### DATA PROVIDED
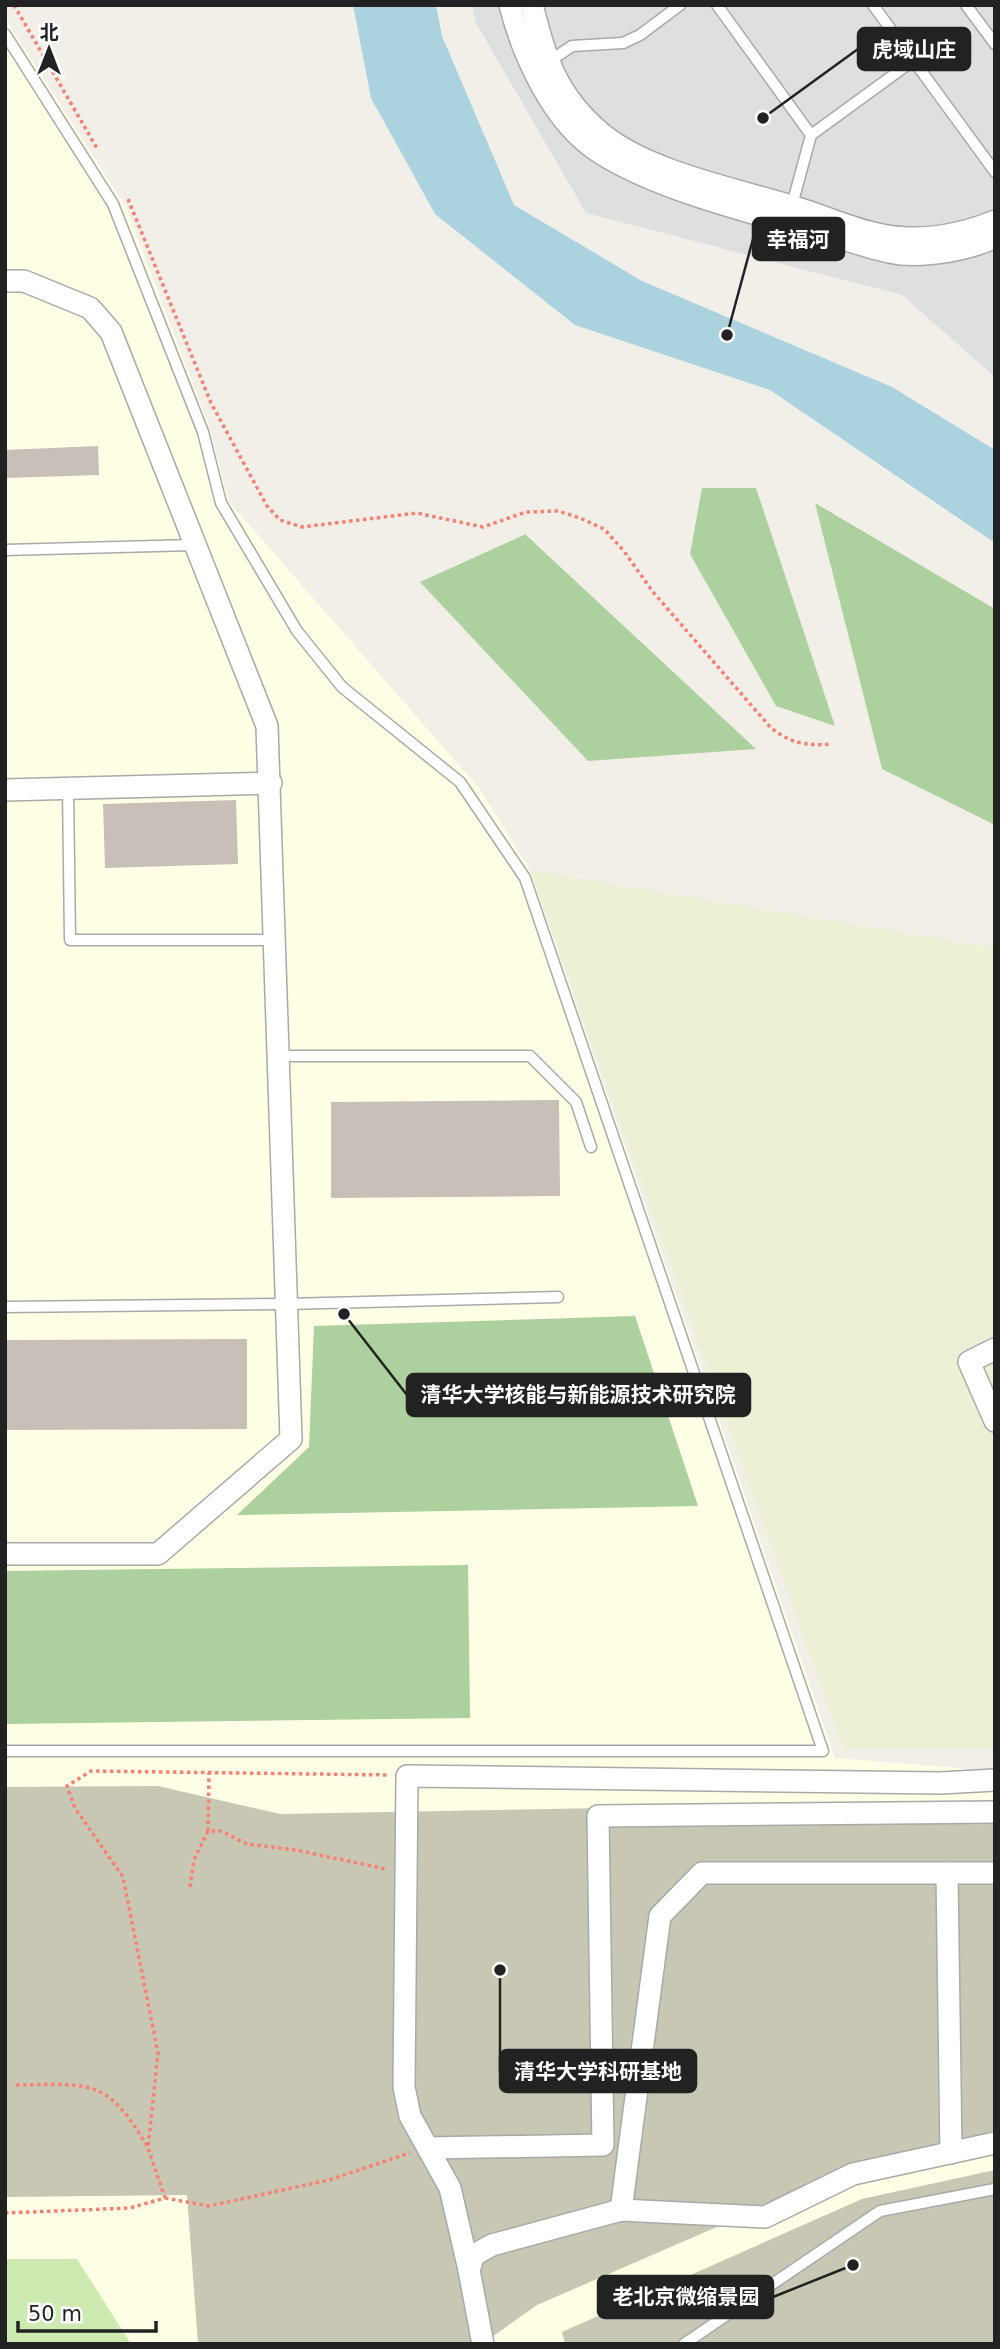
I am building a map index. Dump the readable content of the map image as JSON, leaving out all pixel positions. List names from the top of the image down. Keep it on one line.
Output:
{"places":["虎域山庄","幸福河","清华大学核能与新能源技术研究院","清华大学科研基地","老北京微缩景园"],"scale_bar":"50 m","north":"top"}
==
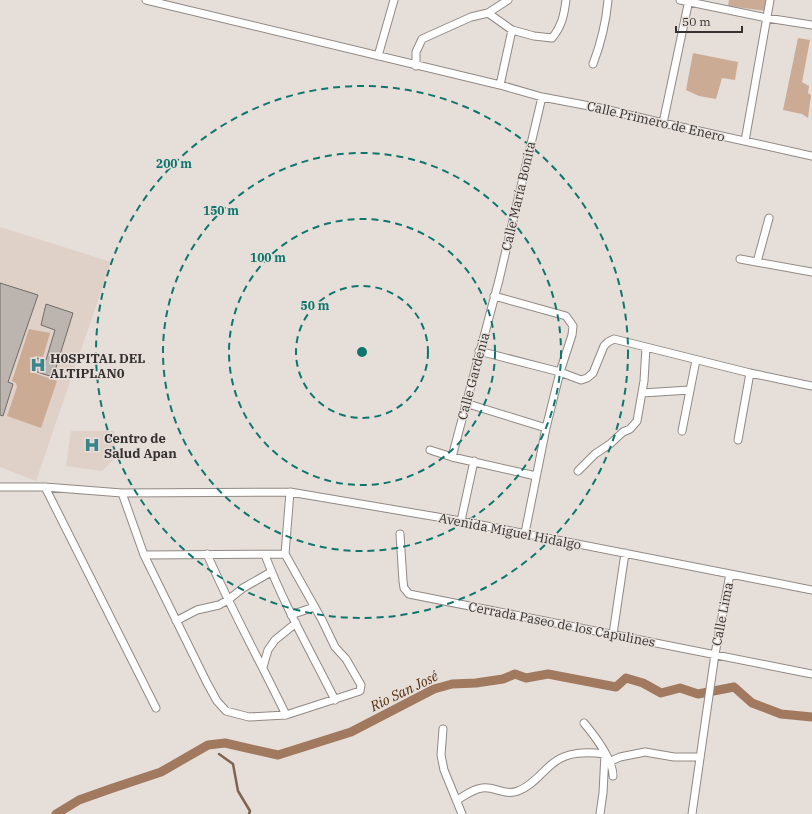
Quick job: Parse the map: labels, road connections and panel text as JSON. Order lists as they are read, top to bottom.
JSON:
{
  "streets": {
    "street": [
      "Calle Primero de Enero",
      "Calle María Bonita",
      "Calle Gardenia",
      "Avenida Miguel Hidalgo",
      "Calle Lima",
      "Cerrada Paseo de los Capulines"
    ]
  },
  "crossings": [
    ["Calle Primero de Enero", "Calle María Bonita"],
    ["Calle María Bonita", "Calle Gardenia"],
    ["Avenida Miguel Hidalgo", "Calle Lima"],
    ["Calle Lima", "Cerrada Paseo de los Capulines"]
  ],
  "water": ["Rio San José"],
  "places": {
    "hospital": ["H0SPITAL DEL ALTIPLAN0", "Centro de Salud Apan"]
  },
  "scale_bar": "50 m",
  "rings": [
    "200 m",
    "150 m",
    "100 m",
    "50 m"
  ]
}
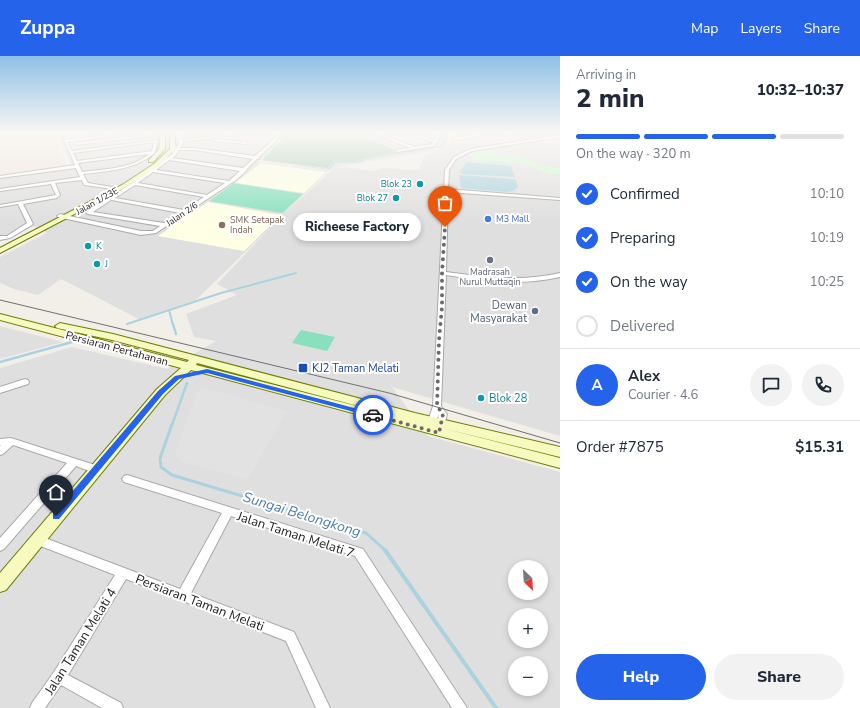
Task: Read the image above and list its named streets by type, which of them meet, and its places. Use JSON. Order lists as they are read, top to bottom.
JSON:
--
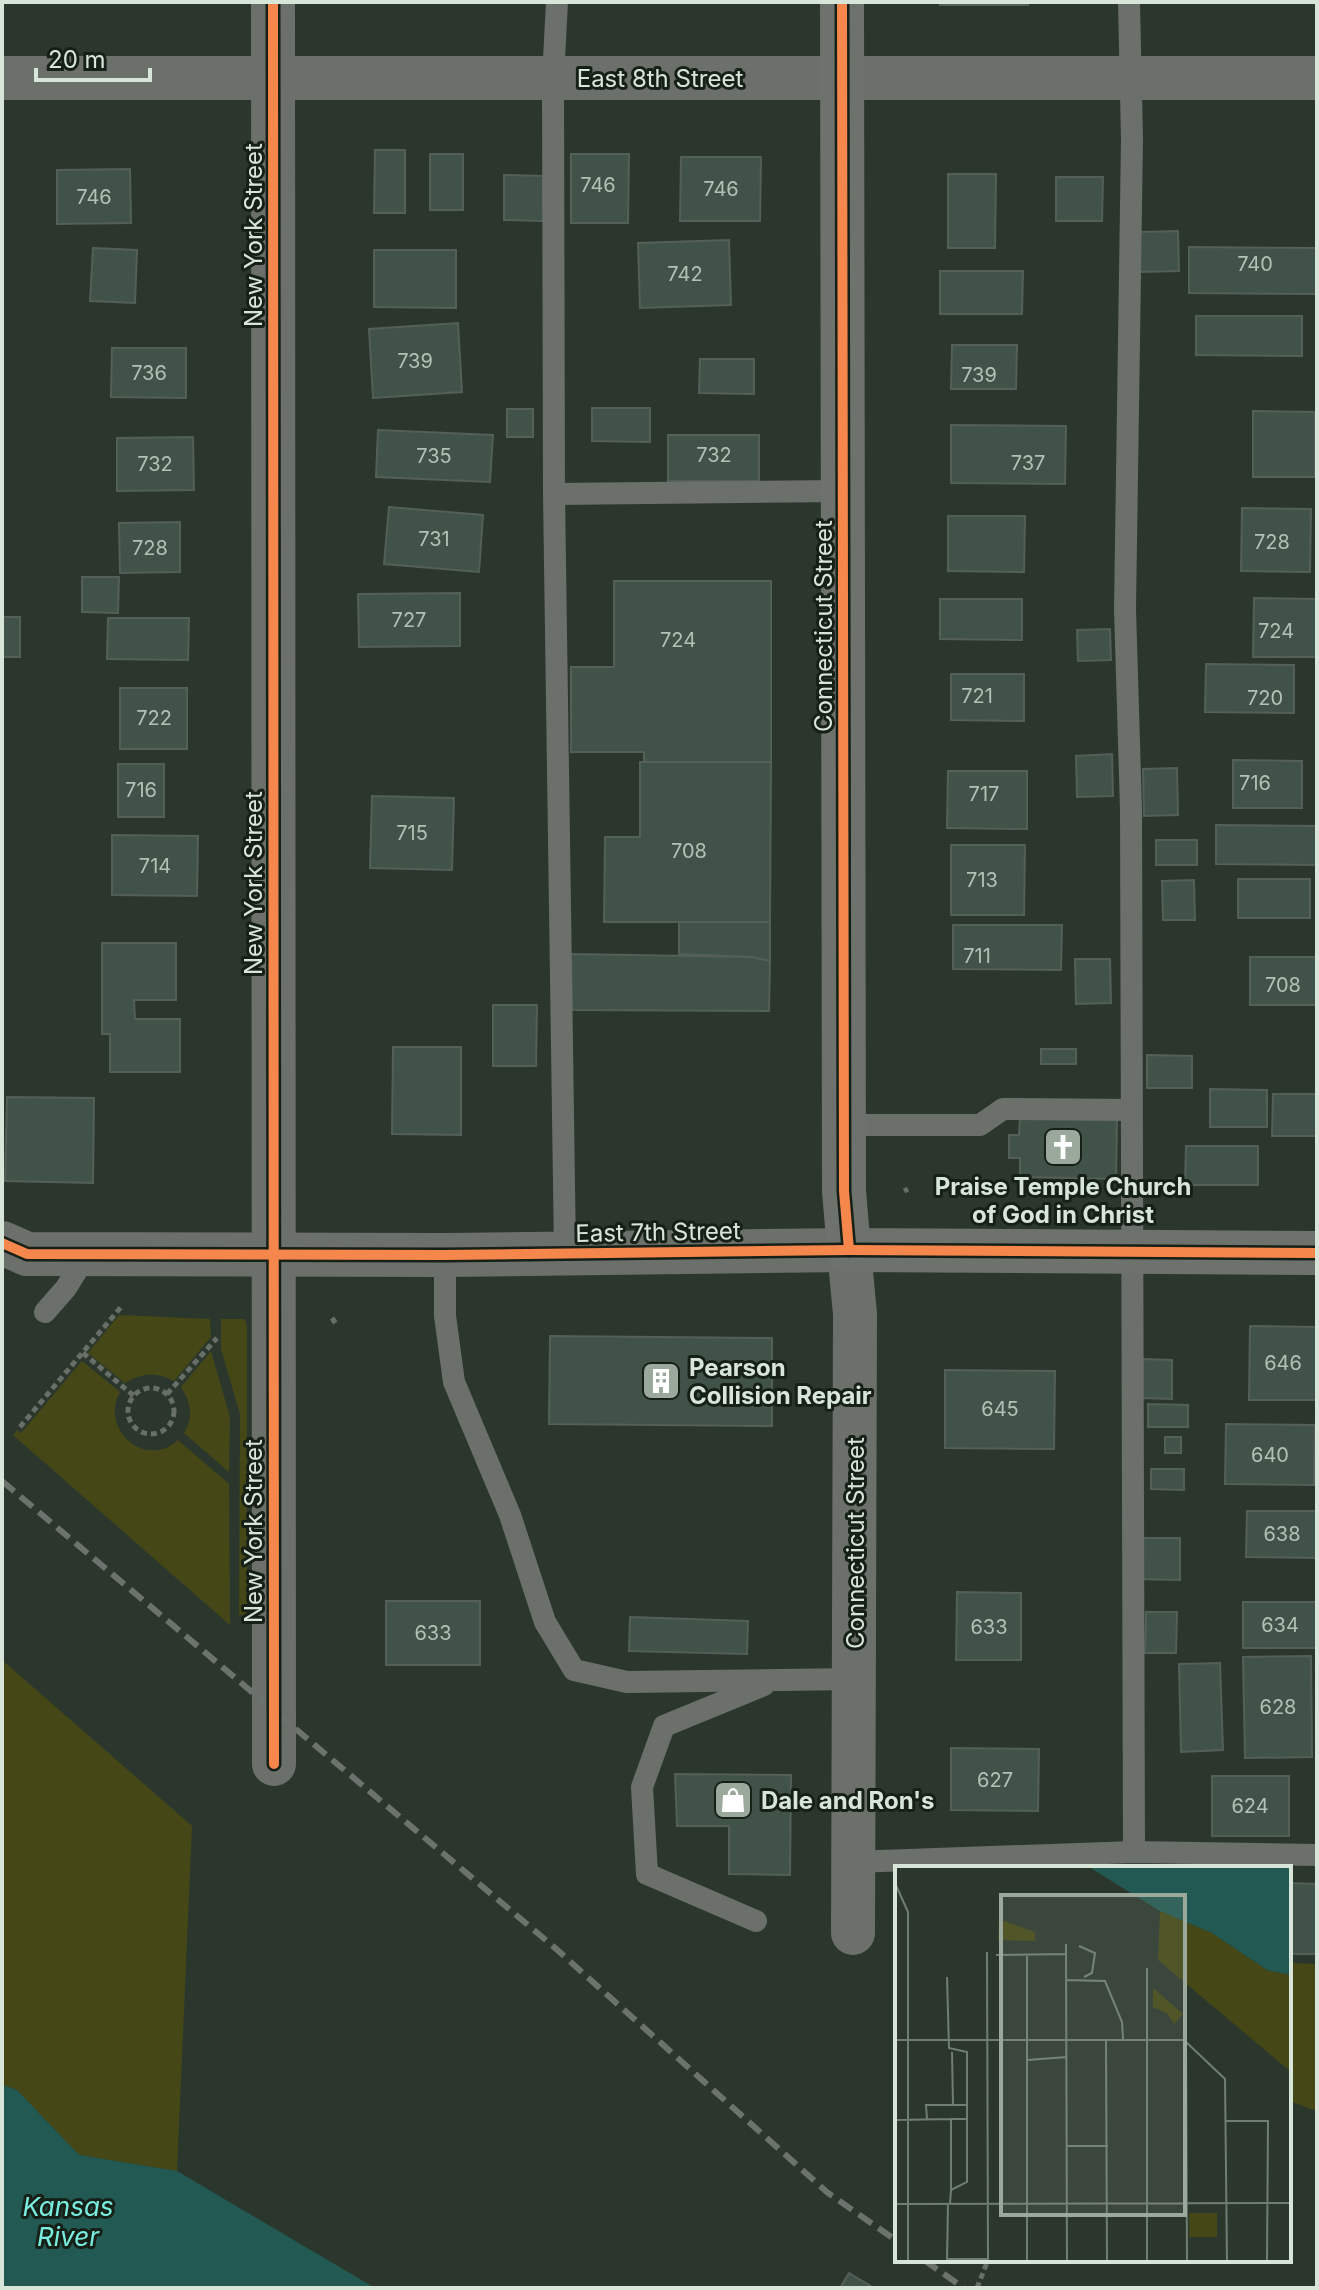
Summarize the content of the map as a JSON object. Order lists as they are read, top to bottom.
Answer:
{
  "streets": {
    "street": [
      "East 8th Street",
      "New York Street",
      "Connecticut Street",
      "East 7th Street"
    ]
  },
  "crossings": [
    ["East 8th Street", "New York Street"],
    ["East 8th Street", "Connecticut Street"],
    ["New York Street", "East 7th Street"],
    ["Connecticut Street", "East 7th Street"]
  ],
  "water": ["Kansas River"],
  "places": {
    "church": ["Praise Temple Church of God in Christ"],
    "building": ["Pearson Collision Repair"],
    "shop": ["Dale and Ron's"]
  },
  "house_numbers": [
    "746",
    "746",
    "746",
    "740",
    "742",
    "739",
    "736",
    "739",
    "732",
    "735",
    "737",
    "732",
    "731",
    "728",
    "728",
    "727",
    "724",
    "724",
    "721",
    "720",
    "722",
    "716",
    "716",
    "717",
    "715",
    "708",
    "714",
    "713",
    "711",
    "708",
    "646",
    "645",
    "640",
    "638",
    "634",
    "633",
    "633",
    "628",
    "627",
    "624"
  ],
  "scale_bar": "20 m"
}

### TASK INSTRUCTIONS
Return only those lines of the records that contain the string "image".

### SOLUTION TO THIS EXERCISE
I am building a map index. Dump the readable content of the map image as JSON, leaving out all pixel positions. List names from the top of the image down. Keep it on one line.
Task: Read the image above and list its named streets by type, which of them meet, and its places. Use JSON. Order lists as they are read, top to bottom.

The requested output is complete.